**EXERCISE**
Which lines below hold the word "place"? Copy all of them.

Stored data
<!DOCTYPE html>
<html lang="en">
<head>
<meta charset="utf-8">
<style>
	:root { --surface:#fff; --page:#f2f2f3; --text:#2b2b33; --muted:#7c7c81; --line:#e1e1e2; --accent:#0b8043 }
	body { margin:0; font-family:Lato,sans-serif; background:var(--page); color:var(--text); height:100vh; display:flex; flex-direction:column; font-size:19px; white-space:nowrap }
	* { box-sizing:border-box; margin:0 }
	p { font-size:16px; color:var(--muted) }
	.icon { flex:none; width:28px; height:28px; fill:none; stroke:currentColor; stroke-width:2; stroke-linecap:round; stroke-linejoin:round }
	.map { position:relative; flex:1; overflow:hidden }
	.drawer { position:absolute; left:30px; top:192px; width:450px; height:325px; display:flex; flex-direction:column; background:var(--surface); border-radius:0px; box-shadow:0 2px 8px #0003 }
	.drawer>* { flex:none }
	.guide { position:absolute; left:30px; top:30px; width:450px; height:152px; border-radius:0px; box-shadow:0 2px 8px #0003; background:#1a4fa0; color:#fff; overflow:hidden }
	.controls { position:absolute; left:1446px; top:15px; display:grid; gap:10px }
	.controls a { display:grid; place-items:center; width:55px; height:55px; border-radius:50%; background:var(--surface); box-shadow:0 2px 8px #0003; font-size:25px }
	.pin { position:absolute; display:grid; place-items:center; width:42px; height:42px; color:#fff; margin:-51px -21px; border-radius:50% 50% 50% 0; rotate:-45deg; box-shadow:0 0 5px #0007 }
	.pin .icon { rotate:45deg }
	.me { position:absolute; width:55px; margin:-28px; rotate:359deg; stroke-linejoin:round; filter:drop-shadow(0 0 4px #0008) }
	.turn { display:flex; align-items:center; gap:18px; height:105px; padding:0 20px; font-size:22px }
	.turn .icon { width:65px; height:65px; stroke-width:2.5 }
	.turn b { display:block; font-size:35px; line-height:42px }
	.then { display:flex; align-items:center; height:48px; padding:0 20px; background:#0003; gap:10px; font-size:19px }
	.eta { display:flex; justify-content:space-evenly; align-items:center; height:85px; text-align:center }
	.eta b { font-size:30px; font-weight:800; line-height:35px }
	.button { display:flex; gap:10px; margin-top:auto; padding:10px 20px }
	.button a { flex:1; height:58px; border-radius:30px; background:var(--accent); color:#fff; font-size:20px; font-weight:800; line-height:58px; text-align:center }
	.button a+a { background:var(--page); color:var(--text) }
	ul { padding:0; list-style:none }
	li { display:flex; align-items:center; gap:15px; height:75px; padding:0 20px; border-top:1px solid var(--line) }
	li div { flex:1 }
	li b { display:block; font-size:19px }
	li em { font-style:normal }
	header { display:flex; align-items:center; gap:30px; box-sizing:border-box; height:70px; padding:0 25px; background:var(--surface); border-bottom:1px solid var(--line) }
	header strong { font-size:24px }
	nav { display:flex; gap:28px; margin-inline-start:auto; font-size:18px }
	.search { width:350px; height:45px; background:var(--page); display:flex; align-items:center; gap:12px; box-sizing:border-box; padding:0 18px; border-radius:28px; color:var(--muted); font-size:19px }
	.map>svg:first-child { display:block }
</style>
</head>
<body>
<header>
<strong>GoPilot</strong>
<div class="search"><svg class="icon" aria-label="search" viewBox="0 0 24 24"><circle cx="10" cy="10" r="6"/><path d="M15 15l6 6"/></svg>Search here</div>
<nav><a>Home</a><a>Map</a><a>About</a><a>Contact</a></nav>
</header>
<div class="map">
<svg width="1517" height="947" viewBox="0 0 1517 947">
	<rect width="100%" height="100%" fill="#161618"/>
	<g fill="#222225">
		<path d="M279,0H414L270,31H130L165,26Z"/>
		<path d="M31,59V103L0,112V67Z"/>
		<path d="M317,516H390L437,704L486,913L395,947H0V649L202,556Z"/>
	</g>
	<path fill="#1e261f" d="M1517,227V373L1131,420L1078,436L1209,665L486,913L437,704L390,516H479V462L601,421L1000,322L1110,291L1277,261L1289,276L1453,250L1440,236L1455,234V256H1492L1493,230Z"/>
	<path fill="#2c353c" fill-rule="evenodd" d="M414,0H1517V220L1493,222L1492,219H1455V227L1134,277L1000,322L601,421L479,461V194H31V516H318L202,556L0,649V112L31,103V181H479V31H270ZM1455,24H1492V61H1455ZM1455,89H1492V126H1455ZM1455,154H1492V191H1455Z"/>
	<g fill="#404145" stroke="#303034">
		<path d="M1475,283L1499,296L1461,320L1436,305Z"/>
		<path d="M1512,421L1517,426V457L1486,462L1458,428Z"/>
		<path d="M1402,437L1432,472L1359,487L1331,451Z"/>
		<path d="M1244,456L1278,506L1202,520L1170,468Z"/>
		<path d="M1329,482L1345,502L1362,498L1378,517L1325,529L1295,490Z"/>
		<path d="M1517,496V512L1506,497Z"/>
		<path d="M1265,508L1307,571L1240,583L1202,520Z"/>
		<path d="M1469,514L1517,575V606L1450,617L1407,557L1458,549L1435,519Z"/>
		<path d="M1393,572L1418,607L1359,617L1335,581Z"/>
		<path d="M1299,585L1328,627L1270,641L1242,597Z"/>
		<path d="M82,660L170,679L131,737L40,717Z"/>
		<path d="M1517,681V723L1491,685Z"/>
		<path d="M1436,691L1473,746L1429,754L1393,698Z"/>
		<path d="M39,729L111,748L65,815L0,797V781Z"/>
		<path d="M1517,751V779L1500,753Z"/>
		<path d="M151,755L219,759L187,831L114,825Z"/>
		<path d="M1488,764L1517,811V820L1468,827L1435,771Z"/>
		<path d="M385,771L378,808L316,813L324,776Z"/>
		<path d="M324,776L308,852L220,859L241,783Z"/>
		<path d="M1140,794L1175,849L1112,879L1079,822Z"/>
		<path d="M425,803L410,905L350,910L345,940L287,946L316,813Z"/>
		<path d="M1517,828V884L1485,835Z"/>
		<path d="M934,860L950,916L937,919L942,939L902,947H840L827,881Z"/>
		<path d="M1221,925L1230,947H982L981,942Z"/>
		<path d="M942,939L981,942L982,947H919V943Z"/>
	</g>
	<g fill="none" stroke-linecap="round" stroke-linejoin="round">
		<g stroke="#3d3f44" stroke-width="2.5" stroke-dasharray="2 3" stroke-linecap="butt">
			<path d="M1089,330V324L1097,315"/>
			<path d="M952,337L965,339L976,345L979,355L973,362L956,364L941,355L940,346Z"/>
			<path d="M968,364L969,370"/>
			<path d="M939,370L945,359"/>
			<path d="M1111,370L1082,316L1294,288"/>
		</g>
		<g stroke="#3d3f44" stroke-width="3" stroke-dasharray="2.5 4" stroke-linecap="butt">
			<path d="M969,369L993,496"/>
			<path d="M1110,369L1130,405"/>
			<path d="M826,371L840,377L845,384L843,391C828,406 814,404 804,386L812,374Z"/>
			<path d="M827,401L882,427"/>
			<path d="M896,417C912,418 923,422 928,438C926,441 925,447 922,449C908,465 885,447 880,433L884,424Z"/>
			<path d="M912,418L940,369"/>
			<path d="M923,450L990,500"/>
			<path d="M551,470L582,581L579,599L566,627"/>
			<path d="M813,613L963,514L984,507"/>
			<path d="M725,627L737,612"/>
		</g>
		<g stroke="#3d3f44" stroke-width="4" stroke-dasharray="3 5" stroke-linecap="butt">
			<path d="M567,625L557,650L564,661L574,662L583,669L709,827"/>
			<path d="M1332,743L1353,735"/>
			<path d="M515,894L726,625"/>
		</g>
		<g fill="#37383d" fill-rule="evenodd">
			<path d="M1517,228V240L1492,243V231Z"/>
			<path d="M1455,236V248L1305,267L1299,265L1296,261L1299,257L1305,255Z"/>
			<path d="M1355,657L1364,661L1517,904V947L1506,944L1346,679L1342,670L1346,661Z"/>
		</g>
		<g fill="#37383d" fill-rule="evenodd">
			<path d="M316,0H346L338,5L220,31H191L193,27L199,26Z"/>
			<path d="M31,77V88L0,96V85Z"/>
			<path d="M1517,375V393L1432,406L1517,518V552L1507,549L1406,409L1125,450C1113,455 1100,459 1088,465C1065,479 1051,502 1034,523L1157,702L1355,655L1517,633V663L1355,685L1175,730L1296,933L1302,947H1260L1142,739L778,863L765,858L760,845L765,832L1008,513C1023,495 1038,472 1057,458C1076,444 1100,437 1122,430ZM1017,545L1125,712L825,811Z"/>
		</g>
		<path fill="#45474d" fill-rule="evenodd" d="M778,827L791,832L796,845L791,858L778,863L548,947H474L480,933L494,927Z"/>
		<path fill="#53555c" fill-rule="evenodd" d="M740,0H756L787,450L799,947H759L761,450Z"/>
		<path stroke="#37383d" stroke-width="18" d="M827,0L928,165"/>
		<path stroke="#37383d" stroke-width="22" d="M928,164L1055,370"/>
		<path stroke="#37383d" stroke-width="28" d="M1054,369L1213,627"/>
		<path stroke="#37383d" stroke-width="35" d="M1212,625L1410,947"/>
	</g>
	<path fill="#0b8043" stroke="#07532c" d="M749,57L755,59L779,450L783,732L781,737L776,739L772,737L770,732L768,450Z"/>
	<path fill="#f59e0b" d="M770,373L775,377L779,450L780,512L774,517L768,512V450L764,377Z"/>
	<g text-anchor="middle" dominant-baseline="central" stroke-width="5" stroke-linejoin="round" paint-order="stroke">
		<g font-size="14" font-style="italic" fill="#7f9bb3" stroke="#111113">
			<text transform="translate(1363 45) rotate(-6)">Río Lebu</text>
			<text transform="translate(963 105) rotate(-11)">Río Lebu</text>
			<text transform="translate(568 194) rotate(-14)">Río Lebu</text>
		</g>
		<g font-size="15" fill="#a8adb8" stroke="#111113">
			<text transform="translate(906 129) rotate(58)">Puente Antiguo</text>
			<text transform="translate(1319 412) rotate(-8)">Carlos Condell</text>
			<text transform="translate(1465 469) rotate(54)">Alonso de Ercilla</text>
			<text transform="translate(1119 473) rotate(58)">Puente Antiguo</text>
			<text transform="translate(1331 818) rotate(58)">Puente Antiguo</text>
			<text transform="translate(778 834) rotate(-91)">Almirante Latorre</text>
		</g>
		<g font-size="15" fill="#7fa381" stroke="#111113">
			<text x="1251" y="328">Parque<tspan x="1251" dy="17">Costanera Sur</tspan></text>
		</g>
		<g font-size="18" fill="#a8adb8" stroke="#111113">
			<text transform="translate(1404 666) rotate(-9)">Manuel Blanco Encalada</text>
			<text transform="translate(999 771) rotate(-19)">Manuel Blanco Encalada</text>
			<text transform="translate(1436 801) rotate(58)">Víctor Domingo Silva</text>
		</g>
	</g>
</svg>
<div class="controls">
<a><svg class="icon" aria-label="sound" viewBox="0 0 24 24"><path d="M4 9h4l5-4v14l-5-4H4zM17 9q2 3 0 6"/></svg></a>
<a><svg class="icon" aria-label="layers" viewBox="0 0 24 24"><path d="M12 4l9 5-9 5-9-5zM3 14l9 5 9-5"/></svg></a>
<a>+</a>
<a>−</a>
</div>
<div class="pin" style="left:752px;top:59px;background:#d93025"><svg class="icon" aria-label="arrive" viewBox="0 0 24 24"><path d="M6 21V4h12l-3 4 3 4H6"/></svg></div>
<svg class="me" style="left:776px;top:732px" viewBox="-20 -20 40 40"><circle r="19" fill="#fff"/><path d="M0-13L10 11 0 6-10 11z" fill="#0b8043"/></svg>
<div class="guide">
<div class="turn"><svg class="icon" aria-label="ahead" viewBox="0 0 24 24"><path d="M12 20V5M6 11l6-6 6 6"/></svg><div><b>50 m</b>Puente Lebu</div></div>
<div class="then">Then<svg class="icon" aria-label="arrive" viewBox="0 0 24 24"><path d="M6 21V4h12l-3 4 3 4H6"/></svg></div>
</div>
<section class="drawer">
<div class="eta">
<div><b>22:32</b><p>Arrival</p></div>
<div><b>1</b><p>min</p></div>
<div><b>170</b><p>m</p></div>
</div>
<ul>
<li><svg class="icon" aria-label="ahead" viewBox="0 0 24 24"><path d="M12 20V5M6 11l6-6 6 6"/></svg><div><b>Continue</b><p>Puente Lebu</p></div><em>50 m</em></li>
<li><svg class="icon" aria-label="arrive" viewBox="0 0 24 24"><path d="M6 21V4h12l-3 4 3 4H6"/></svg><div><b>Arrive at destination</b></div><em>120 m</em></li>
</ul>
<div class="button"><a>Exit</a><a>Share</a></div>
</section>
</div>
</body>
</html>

**OUTPUT OF THE TASK**
	.controls a { display:grid; place-items:center; width:55px; height:55px; border-radius:50%; background:var(--surface); box-shadow:0 2px 8px #0003; font-size:25px }
	.pin { position:absolute; display:grid; place-items:center; width:42px; height:42px; color:#fff; margin:-51px -21px; border-radius:50% 50% 50% 0; rotate:-45deg; box-shadow:0 0 5px #0007 }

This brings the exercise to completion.